Besondere Brisanz bekommt die Geschichte, als wir erfahren, dass Nathanaëlle niemand Geringere ist, als die Tochter des derzeitigen herrschenden Weisen „Tabor“, der seit beinahe 500 Jahren die Geschicke der Erde bestimmt. Unzählige Errungenschaften der Menschheit sind Tabor zu verdanken. Doch niemand ahnt, dass seine letzte große Tat das Zusammenleben auf der Erde für immer verändern wird.
Der Look des Comics mag anfangs noch etwas merkwürdig, zumindest aber ungewöhnlich anmuten. Denn Menschen werden mit überdimensionierten Köpfen auffällig überzeichnet, ausgefeilte Mimik und fein ausgearbeiteten Gesichtszügen betonen das zusätzlich. Dem entgegen steht ein eher kühles aber dennoch stimmiges Sci-Fi-Setting.
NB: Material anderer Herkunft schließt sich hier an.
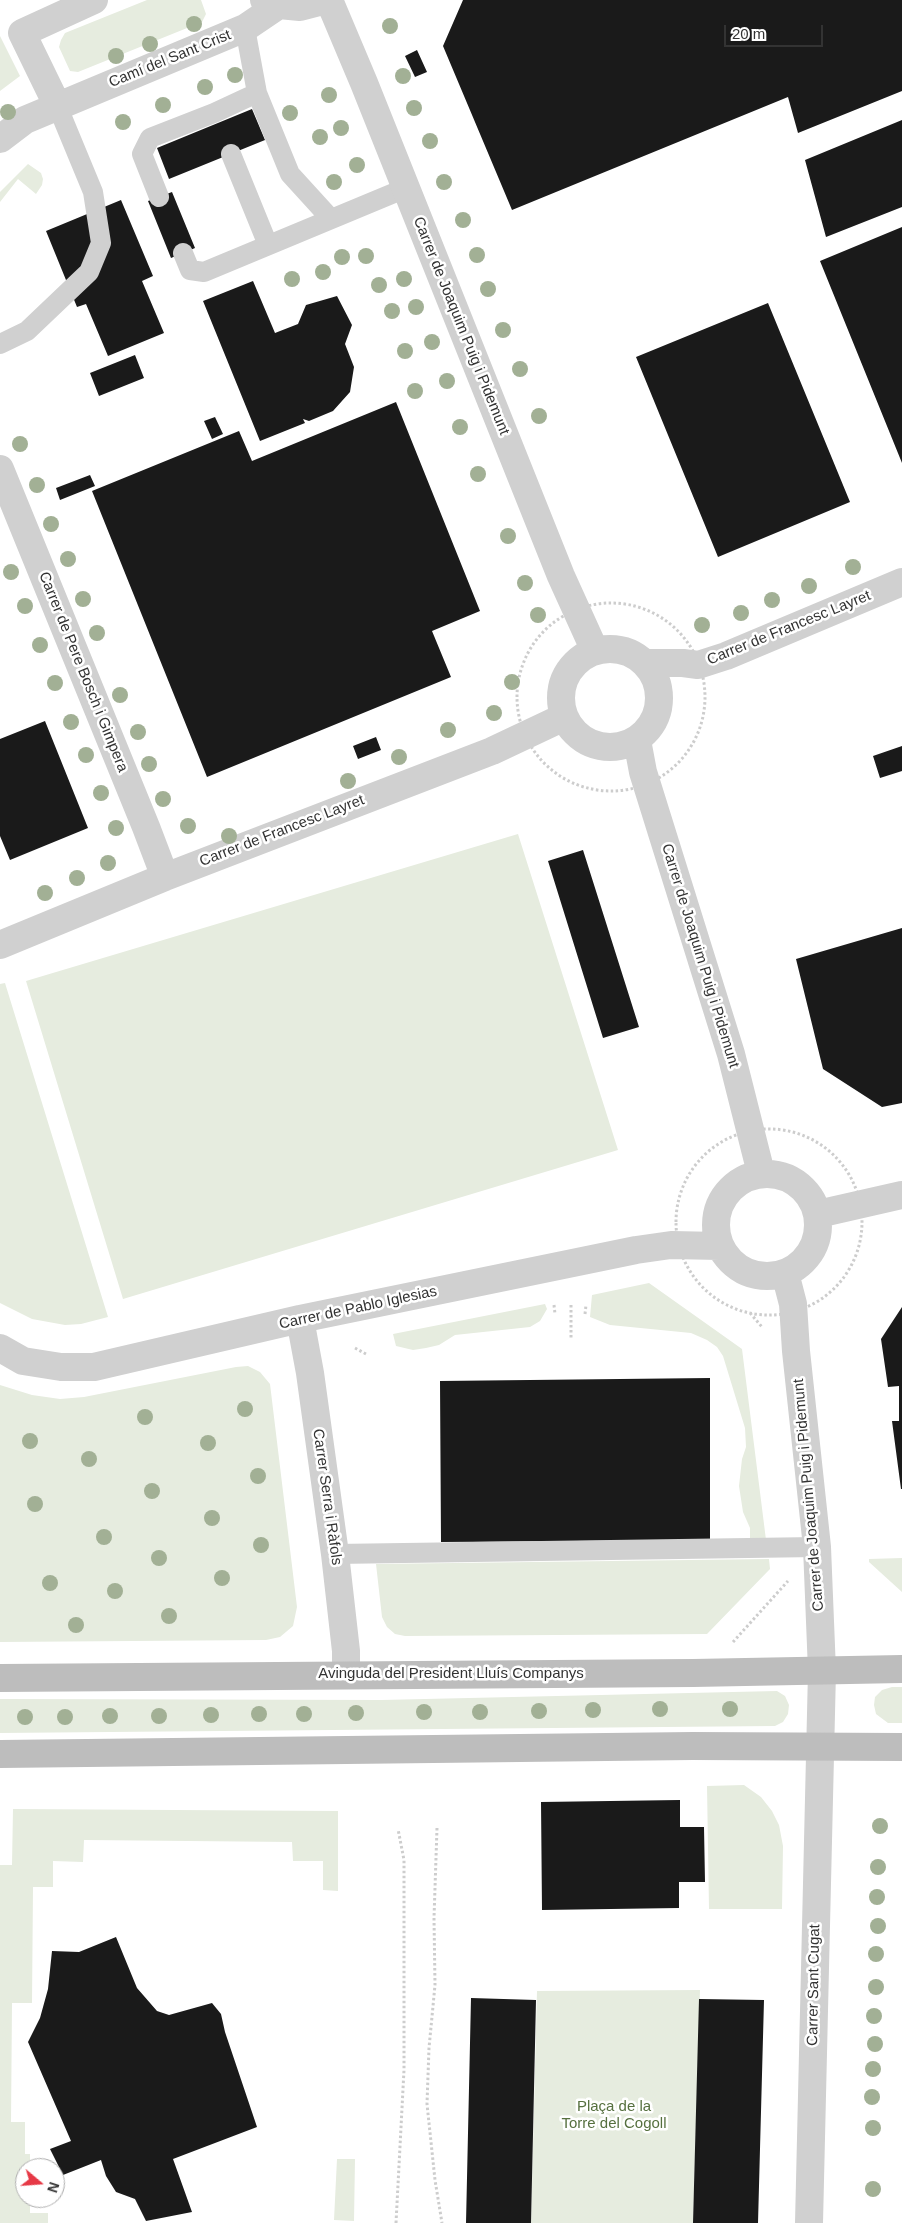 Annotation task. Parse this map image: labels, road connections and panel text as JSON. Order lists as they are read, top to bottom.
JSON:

Ein sehr ausführlicher und ansprechender Skizzenteil rundet den insgesamt gelungenen visuellen Teil ab.
Die Geschichte ist über weite Strecken temporeich erzählt. Es gibt einige Zeitsprünge, welche die derzeitigen Zustände auf der Erde aufzeigen und den Leser zugleich immer weiter in die Geschehnisse hineinziehen. Auch der eingangs geschilderten Szene geht eine handfeste Schießerei mit der Polizei voran, bei der Vivier und Melvin, so die Namen von Vater und Sohn, nicht nur um ihr Leben fürchten müssen. Denn es gibt dann auch tatsächlich Opfer zu beklagen.
Immer mehr offenbart sich dem Leser eine ganz besondere Konstellation, welche das Machtgefüge auf der Erde bestimmt, die Interessen der Obrigen wahrt und diese wenn erforderlich mit Polizeigewalt durchsetzt. Und wir erfahren die Wahrheit hinter der Teilung der Gesellschaft. So gelingt Berberian und Beltran ein dramaturgischer Überbau mit kritischen Untertönen. „Nathanaëlle“ ist die selbstbewußte Stimme der Unterdrückten und sie plant die Zustände auf der Erde aufzudecken und zu ändern. Doch noch ahnt sie nicht, dass ihr Schicksal bereits von langer Hand geplant ist.
Fazit:
„Nathanaëlle“ mag vielleicht nicht alle Comic-Fans auf Anhieb ansprechen, doch mehr als ein Blick lohnt sich hier unbedingt. Charles Berberian und Fred Beltran entwerfen eine teils grotesk anmutende, aber dennoch spannende Geschichte im retrofuturistischen Gewand mit außergewöhnlichen Protagonisten, die mit einem gelungenen, wenn auch nicht gänzlich überraschenden Plot aufwartet.